# Exercise instructions:
Could you return every line of the material that contains the word "lines"?

# Data for analysis:

┏━━

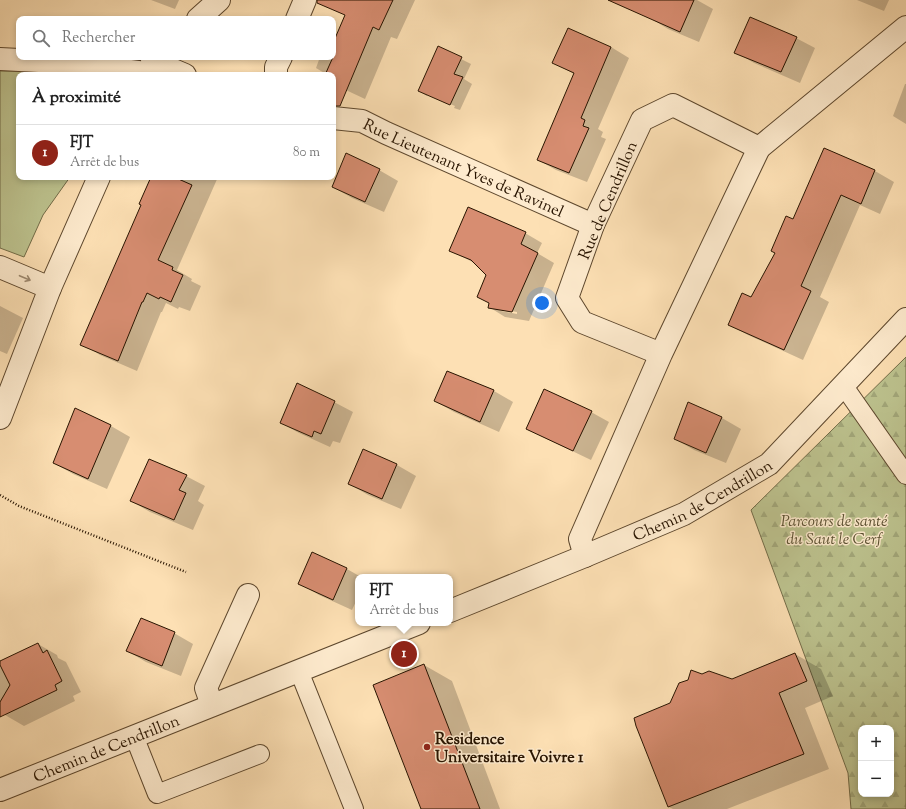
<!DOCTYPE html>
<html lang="fr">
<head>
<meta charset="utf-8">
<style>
  body { margin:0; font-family:"Sorts Mill Goudy",serif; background:#f2f2f2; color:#222 }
  .controls { position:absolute; right:12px; bottom:12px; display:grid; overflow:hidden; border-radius:8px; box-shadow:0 2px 6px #0003 }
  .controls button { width:36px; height:36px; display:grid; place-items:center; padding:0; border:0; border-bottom:1px solid #e0e0e0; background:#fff; color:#222; font:20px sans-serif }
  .you { position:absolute; left:542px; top:303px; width:14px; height:14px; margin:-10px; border:3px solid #fff; border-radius:50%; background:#1a73e8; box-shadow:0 0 0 6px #1a73e833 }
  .badge { display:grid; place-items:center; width:26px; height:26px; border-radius:50%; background:#8f2418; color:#fff; font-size:13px; font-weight:700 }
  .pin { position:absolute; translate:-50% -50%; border:2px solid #fff; box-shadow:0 1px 4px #0006 }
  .popup { position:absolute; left:355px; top:574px; width:98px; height:52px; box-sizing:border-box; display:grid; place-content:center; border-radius:8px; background:#fff; filter:drop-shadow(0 1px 3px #0005); font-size:13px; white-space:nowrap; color:#767676 }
  .popup b { font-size:15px; color:#222 }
  .popup::after { content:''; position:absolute; left:50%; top:100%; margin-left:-8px; border:8px solid transparent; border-top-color:#fff }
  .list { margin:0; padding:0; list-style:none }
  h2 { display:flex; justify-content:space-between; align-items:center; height:52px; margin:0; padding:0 16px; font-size:17px }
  h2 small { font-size:13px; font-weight:400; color:#767676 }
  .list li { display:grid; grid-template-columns:26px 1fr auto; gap:12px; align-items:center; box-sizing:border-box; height:56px; padding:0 16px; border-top:1px solid #e0e0e0 }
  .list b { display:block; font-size:15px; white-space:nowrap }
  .list p { margin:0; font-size:13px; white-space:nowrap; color:#767676 }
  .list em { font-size:13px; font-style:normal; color:#767676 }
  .icon { flex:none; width:22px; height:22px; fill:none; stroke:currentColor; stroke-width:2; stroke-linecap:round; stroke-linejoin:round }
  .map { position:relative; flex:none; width:906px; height:809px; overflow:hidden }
  .search { position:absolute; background:#fff; box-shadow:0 2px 6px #0003; left:16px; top:16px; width:320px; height:44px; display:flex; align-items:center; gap:10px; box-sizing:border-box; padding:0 14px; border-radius:8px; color:#767676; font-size:15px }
  .panel { position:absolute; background:#fff; box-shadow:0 2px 6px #0003; left:16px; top:72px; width:320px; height:108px; border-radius:8px }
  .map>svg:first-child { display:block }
  .grass { fill:#bdc38f; stroke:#726c48 }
  .forest { fill:url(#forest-firs); stroke:#726c48; fill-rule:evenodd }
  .shadow { fill:#0003; fill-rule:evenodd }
  .building { fill:#d78d71; stroke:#281400 }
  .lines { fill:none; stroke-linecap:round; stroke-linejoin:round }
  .lane-casing { stroke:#5d472d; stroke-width:20 }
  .street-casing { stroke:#5d472d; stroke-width:24 }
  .path { stroke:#281400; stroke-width:2.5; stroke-dasharray:1 2; stroke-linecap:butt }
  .lane { stroke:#feebce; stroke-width:18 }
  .street { stroke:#feebce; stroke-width:22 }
  .oneway { stroke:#9e8a71 }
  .poi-dot { fill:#8f2418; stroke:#feebce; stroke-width:1.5 }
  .labels { text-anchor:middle; stroke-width:3; stroke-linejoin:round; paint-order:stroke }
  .street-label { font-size:16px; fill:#281400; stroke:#feebce }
  .park-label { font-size:16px; font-style:italic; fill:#5c5132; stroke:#feebce }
  .poi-label { font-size:16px; font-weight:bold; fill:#281400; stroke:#feebce; text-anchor:start }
</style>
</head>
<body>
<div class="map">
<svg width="906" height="809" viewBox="0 0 906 809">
  <defs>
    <pattern id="forest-firs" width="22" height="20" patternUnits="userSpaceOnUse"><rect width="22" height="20" fill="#bdc38f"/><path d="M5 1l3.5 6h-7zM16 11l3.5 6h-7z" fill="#a2a77a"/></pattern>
  </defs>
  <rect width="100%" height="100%" fill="#fde0b4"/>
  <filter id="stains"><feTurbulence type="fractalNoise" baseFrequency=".005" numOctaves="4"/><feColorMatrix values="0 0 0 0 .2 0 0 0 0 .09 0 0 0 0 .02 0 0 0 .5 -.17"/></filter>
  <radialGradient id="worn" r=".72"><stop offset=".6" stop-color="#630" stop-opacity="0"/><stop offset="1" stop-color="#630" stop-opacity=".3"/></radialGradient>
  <path class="grass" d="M 0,71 L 48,71 L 55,75 L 19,75 L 19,177 L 70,177 L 43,215 L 24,257 L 0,248 Z"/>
  <path class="forest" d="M 906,357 L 906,809 L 851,809 L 848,773 L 751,510 ZM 861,728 L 891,728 L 891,794 L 861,794 Z"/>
  <g class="shadow">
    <path d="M 151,0 L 179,0 L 175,9 Z"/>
    <path d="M 352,0 L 415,0 L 397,39 L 391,37 L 365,99 L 333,84 L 333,75 L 326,75 L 326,74 L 316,68 L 320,57 L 333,57 L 333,43 Z"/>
    <path d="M 657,0 L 697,0 L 713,9 L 699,42 L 668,29 L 650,18 Z"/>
    <path d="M 857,0 L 889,0 L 884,11 Z"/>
    <path d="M 796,38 L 815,48 L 800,83 L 754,63 L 735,52 Z"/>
    <path d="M 611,47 L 629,58 L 598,129 L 603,132 L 601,137 L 606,139 L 587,182 L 556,170 L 538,160 L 574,74 L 554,63 Z"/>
    <path d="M 439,48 L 471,64 L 464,79 L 472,84 L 460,110 L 454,108 L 455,106 L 427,94 L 427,96 L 419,91 Z"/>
    <path d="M 905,84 L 906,84 L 906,124 L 893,116 Z"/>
    <path d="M 825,150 L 875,171 L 894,182 L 880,214 L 860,205 L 820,297 L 829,302 L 803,360 L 748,335 L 729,325 L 752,298 L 794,221 Z"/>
    <path d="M 379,170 L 398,181 L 384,212 L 352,198 L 333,187 Z"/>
    <path d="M 152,177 L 218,177 L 177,270 L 192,279 L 191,281 L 201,286 L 190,311 L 179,307 L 178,309 L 166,303 L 162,312 L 161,312 L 137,371 L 100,355 L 82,344 L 142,205 Z"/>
    <path d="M 525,233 L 542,243 L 537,253 L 554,263 L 529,321 L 505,317 L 489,307 L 490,304 L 487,275 L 476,264 L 450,250 ZM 499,309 L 517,312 L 517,314 L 501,311 Z"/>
    <path d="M 0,306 L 23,318 L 7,354 L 0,351 Z"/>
    <path d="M 447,372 L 494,391 L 513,402 L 499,432 L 454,412 L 435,401 Z"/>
    <path d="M 544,390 L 591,412 L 609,422 L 591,460 L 545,438 L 527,428 Z"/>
    <path d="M 334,402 L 353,412 L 340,443 L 333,441 L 330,447 L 299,433 L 281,423 Z"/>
    <path d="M 689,404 L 722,418 L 741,429 L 726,463 L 694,450 L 675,439 Z"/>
    <path d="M 75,410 L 111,426 L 130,437 L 107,489 L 73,474 L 54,463 Z"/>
    <path d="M 363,451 L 397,465 L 416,476 L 401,509 L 368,495 L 349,484 Z"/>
    <path d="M 186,476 L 205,486 L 198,501 L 204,505 L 193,530 L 150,512 L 131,501 Z"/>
    <path d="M 313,554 L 347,569 L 361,577 L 358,577 L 358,597 L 352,610 L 319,595 L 300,584 Z"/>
    <path d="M 174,633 L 193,644 L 181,676 L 146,662 L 127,651 Z"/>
    <path d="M 38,644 L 57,655 L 58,658 L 66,662 L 81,692 L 73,696 L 75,701 L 24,726 L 5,715 L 0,705 L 0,668 L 4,661 Z"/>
    <path d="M 795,654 L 821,669 L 833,696 L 805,708 L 829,769 L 727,809 L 673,809 L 669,807 L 637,726 L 671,704 L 702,675 L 732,680 Z"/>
    <path d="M 424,665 L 452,681 L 500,809 L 422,809 Z"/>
  </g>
  <g class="building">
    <path d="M 317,0 L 393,0 L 379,30 L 373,27 L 340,106 L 333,106 L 333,75 L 325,75 L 333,57 L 333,43 L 345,15 L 317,3 Z"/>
    <path d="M 608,0 L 694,0 L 680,32 Z"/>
    <path d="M 750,17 L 797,37 L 781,72 L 734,53 Z"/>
    <path d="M 568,28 L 611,47 L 581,118 L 585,120 L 583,126 L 589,128 L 569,173 L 537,160 L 574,73 L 552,63 Z"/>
    <path d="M 438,46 L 462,57 L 454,74 L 463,77 L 450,105 L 418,91 Z"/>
    <path d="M 824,148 L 875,170 L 861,204 L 841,195 L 801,286 L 811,291 L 784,350 L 728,325 L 742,293 L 751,297 L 775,253 L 771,251 L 786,216 L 793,219 Z"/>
    <path d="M 346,153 L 380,169 L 365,202 L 332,187 Z"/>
    <path d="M 151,177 L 174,177 L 192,185 L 158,260 L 173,267 L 172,270 L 183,275 L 171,302 L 160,297 L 159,299 L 147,293 L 143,302 L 142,302 L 118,361 L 80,345 L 141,205 L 139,204 Z"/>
    <path d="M 468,207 L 526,232 L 521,244 L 538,253 L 512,312 L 488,308 L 489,303 L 477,297 L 486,275 L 471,260 L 449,251 Z"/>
    <path d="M 447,371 L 494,390 L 480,422 L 434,401 Z"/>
    <path d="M 297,383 L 335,401 L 321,434 L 314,431 L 312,437 L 280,423 Z"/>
    <path d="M 544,389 L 592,411 L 573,451 L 526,429 Z"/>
    <path d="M 688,402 L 722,417 L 706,453 L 674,439 Z"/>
    <path d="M 75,408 L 111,425 L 88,479 L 53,463 Z"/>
    <path d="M 363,449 L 397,464 L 382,499 L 348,484 Z"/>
    <path d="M 149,459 L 187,475 L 179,490 L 186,493 L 174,520 L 130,501 Z"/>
    <path d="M 312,552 L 347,568 L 333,600 L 298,584 Z"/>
    <path d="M 141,618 L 175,632 L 162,666 L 126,651 Z"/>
    <path d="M 38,643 L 43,653 L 47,650 L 62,681 L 55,685 L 57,690 L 0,717 L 0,702 L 10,685 L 0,665 L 0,661 Z"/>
    <path d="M 795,653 L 807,681 L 779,693 L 804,754 L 668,807 L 636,726 L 634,718 L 670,703 L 679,683 L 688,680 L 691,670 L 702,674 L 709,671 L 732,679 Z"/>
    <path d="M 424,664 L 480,809 L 421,809 L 373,685 Z"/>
  </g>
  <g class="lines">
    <g class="lane-casing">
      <g id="lane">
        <path d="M 843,385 L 906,475"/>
        <path d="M 299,671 L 354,809"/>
        <path d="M 134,736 L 157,794 L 260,754"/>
      </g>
    </g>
    <g class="street-casing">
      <g id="street">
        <path d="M 198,19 L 219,0"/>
        <path d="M 297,19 L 305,0"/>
        <path d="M 0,59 L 58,62 L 146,73"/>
        <path d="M 152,61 L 185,75"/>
        <path d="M 276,75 L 276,67 L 281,57"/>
        <path id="s1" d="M 333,118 L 362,121 L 386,133 L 593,225"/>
        <path d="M 759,148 L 906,27"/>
        <path d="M 0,267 L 50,288"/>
        <path d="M 0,418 L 50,288 L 99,177"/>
        <path d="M 585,556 L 580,539 L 661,354 L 759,148 L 673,105 L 642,120 L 593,225 L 567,298 L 582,322 L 661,354"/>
        <path id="s2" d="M 450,611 L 585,556 L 684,514 L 769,464 L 906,319"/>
        <path d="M 212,705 L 206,688 L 248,595"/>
        <path id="s3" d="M 0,790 L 419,623"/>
      </g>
    </g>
    <path class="path" d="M 0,495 L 19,506 L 186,572"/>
    <use href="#lane" class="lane"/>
    <use href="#street" class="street"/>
  </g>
  <defs><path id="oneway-shaft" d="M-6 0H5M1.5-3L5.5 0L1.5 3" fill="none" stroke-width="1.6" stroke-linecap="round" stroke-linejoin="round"/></defs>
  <use class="oneway" href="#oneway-shaft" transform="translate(25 278) rotate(23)"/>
  <circle class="poi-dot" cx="427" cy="747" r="4"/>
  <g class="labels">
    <g class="street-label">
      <text dy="6" stroke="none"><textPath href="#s1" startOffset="141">Rue Lieutenant Yves de Ravinel</textPath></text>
      <text transform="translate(607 200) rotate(-67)" y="6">Rue de Cendrillon</text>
      <text dy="6" stroke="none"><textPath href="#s2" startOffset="276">Chemin de Cendrillon</textPath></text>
      <text dy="6" stroke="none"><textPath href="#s3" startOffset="114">Chemin de Cendrillon</textPath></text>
    </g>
    <g class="park-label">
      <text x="834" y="526">Parcours de santé<tspan x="834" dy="18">du Saut le Cerf</tspan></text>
    </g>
    <g class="poi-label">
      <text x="435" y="744">Residence<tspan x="435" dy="18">Universitaire Voivre 1</tspan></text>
    </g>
  </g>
  <rect width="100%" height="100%" filter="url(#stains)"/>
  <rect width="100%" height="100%" fill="url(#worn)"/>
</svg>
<div class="controls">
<button>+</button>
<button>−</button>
</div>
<div class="you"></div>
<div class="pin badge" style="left:404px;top:654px">1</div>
<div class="popup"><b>FJT</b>Arrêt de bus</div>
<div class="search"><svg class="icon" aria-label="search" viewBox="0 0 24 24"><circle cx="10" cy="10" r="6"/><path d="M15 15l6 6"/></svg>Rechercher</div>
<section class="panel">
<h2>À proximité<small></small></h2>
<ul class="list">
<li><span class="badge">1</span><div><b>FJT</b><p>Arrêt de bus</p></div><em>80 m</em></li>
</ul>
</section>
</div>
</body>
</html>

┗━━

# Solved exercise:
  .lines { fill:none; stroke-linecap:round; stroke-linejoin:round }
  <g class="lines">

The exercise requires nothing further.